I recently visited a good friend who said this year had been difficult – not because of COVID restrictions, not because she is a manager of a very busy government office, but because she is a person of color working to help an office of people work through the racial stress of this past year. She shared that this year, which exposed more of the racial disparities in the US, required her to hold listening sessions with American and non-American staff while she, as an Asian American woman was working to understand her own views and perspectives – not necessarily feeling like she has been marginalized but rather feeling privileged in her life. Her reflections may be part of the model minority myth which many Asian Americans are often subject to.
Black people and people of color should not be put upon to retell their traumatic experiences to white folks. White supremacy is a white people problem, it is not the responsibility of Black people or people of color to educate the white.

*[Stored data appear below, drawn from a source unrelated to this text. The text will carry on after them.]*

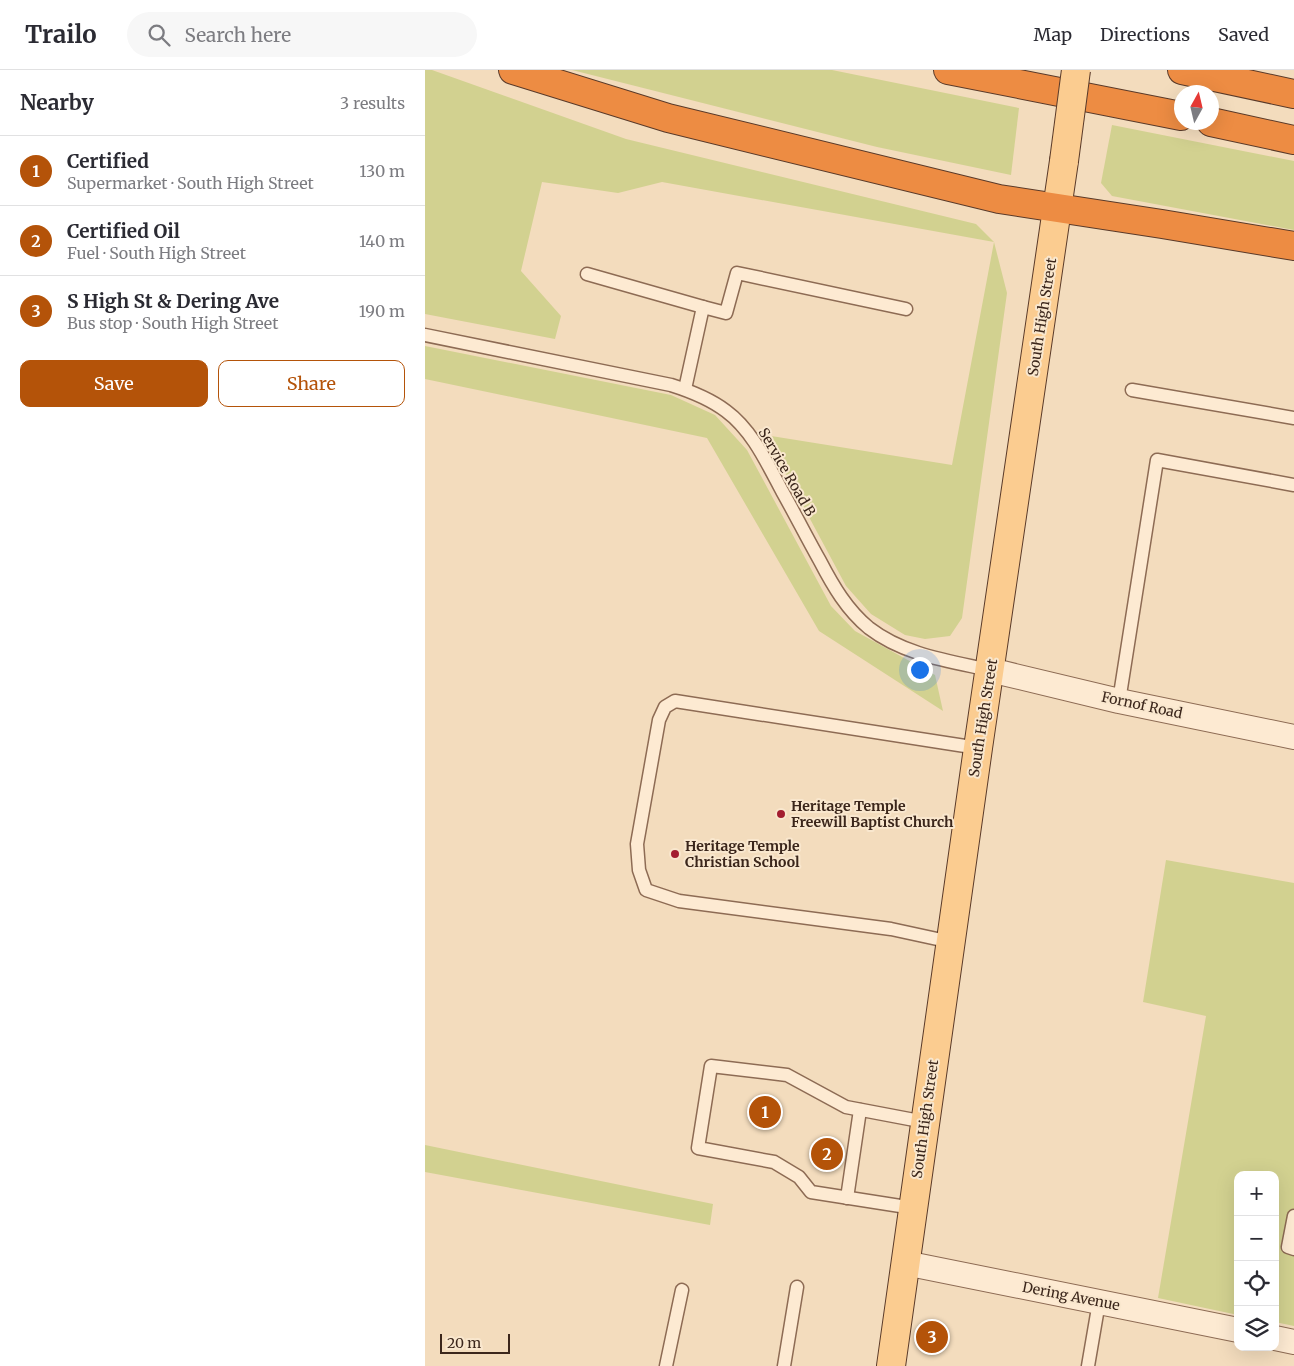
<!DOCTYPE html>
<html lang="en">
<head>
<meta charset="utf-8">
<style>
  body { margin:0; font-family:Merriweather,serif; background:#f7f7f7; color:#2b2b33 }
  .controls { position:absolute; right:15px; bottom:15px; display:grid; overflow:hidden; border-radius:10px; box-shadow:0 5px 20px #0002 }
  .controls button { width:45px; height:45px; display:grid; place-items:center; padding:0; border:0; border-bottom:1px solid #e1e1e2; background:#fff; color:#2b2b33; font:25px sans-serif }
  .compass { position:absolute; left:749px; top:15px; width:45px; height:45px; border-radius:50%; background:#fff; box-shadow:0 5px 20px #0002; rotate:8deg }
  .scale { position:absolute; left:15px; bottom:12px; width:70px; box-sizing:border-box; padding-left:5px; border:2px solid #3b261b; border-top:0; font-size:14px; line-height:18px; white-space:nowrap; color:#3b261b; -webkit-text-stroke:4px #f9e7ce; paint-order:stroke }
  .you { position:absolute; left:494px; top:599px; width:18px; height:18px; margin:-12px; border:4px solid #fff; border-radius:50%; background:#1a73e8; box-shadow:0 0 0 8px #1a73e833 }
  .badge { display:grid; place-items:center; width:32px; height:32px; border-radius:50%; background:#b45309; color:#fff; font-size:16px; font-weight:700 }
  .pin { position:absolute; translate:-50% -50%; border:2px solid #fff; box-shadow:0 1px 5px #0006 }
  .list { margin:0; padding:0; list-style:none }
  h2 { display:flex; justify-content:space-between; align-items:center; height:65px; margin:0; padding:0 20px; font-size:21px }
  h2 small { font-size:16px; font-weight:400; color:#7c7c81 }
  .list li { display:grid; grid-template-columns:32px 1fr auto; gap:15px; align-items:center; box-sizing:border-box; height:70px; padding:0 20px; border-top:1px solid #e1e1e2 }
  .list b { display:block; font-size:19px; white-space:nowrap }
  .list p { margin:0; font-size:16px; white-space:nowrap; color:#7c7c81 }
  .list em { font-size:16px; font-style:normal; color:#7c7c81 }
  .actions { display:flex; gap:10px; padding:15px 20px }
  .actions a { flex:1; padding:11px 0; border:1px solid #b45309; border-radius:10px; text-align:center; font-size:18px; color:#b45309 }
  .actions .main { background:#b45309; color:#fff }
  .icon { flex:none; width:28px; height:28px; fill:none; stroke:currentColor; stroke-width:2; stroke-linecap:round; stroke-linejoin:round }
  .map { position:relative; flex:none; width:869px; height:1296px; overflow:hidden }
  header { display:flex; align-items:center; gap:30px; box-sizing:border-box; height:70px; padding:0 25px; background:#fff; border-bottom:1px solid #e1e1e2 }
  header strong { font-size:24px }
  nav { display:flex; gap:28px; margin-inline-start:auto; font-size:18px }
  .search { width:350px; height:45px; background:#f7f7f7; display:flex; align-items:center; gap:12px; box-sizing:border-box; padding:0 18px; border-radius:28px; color:#7c7c81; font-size:19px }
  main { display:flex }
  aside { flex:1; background:#fff }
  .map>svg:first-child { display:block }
  .green { fill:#d2d190 }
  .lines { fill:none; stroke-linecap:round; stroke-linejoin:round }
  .service-casing { stroke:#8d6b54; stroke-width:15 }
  .minor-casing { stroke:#8d6b54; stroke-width:26 }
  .primary-casing { stroke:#5a3a29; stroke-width:30 }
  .motorway-casing { stroke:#5a3a29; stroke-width:30 }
  .service { stroke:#fdead2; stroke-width:12 }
  .minor { stroke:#fdead2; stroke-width:24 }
  .primary { stroke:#fbcc90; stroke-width:28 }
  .motorway { stroke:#ed8c43; stroke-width:28 }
  .primary-bridge-casing { stroke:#5a3a29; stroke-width:30; stroke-linecap:butt }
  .primary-bridge { stroke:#fbcc90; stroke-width:28 }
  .poi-dot { fill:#a31d30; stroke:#f9e7ce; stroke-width:2 }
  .labels { text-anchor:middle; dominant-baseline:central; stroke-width:4; stroke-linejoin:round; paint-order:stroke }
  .street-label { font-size:14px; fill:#3b261b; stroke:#f9e7ce }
  .poi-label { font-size:14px; font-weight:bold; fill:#3b261b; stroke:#f9e7ce; text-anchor:start }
</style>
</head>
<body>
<header>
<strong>Trailo</strong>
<div class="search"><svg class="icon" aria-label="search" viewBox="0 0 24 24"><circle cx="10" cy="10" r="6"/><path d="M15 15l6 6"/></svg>Search here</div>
<nav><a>Map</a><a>Directions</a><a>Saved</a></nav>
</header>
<main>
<aside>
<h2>Nearby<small>3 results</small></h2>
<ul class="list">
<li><span class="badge">1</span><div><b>Certified</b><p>Supermarket · South High Street</p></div><em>130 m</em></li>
<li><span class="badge">2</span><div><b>Certified Oil</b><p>Fuel · South High Street</p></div><em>140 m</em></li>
<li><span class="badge">3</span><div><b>S High St &amp; Dering Ave</b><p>Bus stop · South High Street</p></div><em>190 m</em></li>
</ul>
<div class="actions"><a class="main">Save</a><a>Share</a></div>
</aside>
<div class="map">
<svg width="869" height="1296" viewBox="0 0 869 1296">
  <rect width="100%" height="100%" fill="#f3dcbd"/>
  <g class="green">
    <path d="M0,0H7L201,69L551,154L569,172L582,223L537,548L525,566L500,569L480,565L446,544L421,516L340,365L527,395L569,172L237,112L193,123L117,112L96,201L136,246L130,269L0,244Z"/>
    <path d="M147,0H407L594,38L586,105L452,77Z"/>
    <path d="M687,55L869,91V160L687,126L676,113Z"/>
    <path d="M0,276L246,325L290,345L322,380L406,536L430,561L510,605L518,641L394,561L282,368L0,309Z"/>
    <path d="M741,790L869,813V1256L850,1252V1105H813V1245L733,1228L781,946L718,932Z"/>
    <path d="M0,1075L288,1134L285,1155L0,1102Z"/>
  </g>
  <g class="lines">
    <defs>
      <g id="service">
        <path d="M162,204L278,237"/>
        <path d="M0,265L246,315C265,321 284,328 301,341C327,360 342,393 357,421C370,444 382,468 395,491C408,516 422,540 444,558C479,585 524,591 565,600"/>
        <path d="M260,319L278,237L301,243L312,203L481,239"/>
        <path d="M707,320L869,348"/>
        <path d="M694,631L732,390L869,415"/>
        <path d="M526,872L466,859L254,831L221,820L214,800L212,774L234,650L240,637L250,631L553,678"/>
        <path d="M422,1128L435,1040"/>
        <path d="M488,1138L386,1122L374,1107L349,1092L273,1078L286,996L362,1005L421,1037L500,1052"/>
        <path d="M869,1146L863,1177L869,1179"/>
        <path d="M241,1296L257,1220"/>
        <path d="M359,1296L372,1217"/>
        <path d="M663,1296L674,1232"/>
      </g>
      <g id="minor">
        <path d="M565,600L694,631L869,667"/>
        <path d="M480,1193L813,1260"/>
        <path d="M850,1268L869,1272"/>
      </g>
      <path id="primary" d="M466,1296L553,678L639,91"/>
      <g id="motorway">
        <path d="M88,0L243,48L574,129L737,154L869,176"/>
        <path d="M523,0L756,46"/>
        <path d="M757,0L869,24"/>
        <path d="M786,52L869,70"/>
      </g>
    </defs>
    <use href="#service" class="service-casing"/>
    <use href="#minor" class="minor-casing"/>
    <use href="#primary" class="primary-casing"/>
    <use href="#motorway" class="motorway-casing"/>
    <use href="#service" class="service"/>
    <use href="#minor" class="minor"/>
    <use href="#primary" class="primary"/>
    <use href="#motorway" class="motorway"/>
    <defs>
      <path id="primary-bridge" d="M639,91L651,0"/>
    </defs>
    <use href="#primary-bridge" class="primary-bridge-casing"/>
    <use href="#primary-bridge" class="primary-bridge"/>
  </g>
  <g class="poi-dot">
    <circle cx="356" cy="744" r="5"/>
    <circle cx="250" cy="784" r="5"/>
  </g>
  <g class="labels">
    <g class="street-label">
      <text transform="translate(617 247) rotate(-81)">South High Street</text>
      <text transform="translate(362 402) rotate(60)">Service Road B</text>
      <text transform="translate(717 635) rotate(12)">Fornof Road</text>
      <text transform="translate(558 648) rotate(-81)">South High Street</text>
      <text transform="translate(500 1049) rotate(-82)">South High Street</text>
      <text transform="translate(646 1226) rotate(11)">Dering Avenue</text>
    </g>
    <g class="poi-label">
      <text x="366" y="736">Heritage Temple<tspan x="366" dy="16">Freewill Baptist Church</tspan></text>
      <text x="260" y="776">Heritage Temple<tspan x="260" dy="16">Christian School</tspan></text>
    </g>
  </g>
</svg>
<div class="controls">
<button>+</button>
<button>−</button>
<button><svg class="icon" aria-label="locate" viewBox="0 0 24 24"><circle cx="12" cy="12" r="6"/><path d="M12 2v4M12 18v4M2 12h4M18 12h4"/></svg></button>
<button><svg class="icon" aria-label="layers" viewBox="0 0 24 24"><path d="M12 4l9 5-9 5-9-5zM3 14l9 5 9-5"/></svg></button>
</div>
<svg class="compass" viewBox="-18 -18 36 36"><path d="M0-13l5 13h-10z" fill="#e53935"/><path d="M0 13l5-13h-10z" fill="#7c7c81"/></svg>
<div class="scale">20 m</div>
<div class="you"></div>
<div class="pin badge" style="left:340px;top:1042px">1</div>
<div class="pin badge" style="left:402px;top:1084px">2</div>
<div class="pin badge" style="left:507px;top:1267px">3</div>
</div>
</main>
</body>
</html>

A few weeks ago, I saw a young Black man on the UVM campus. He was jogging and he was fit and muscular. I immediately thought, “He must be on the football team.” I still have a lot of work to do to retrain my mind to let go of the racism I was taught so early in my life. I want my brain to see a Black man running and think, “I admire how this person is taking care of their body through exercise!”
Me? I’m a recovering racist and I am hopeful that little by little, piece by piece, policy by policy, the structural and internalized racism that currently divides our country will be dismantled.
I hope that our white families, friends, neighbors, and elected leaders will make the necessary changes, including voting for Black leaders, that will make living in the U.S. less dangerous and frightening and more equitable for people of color. History has shown that the folks who will work hardest to dismantle systems of oppression are the people most directly affected by it.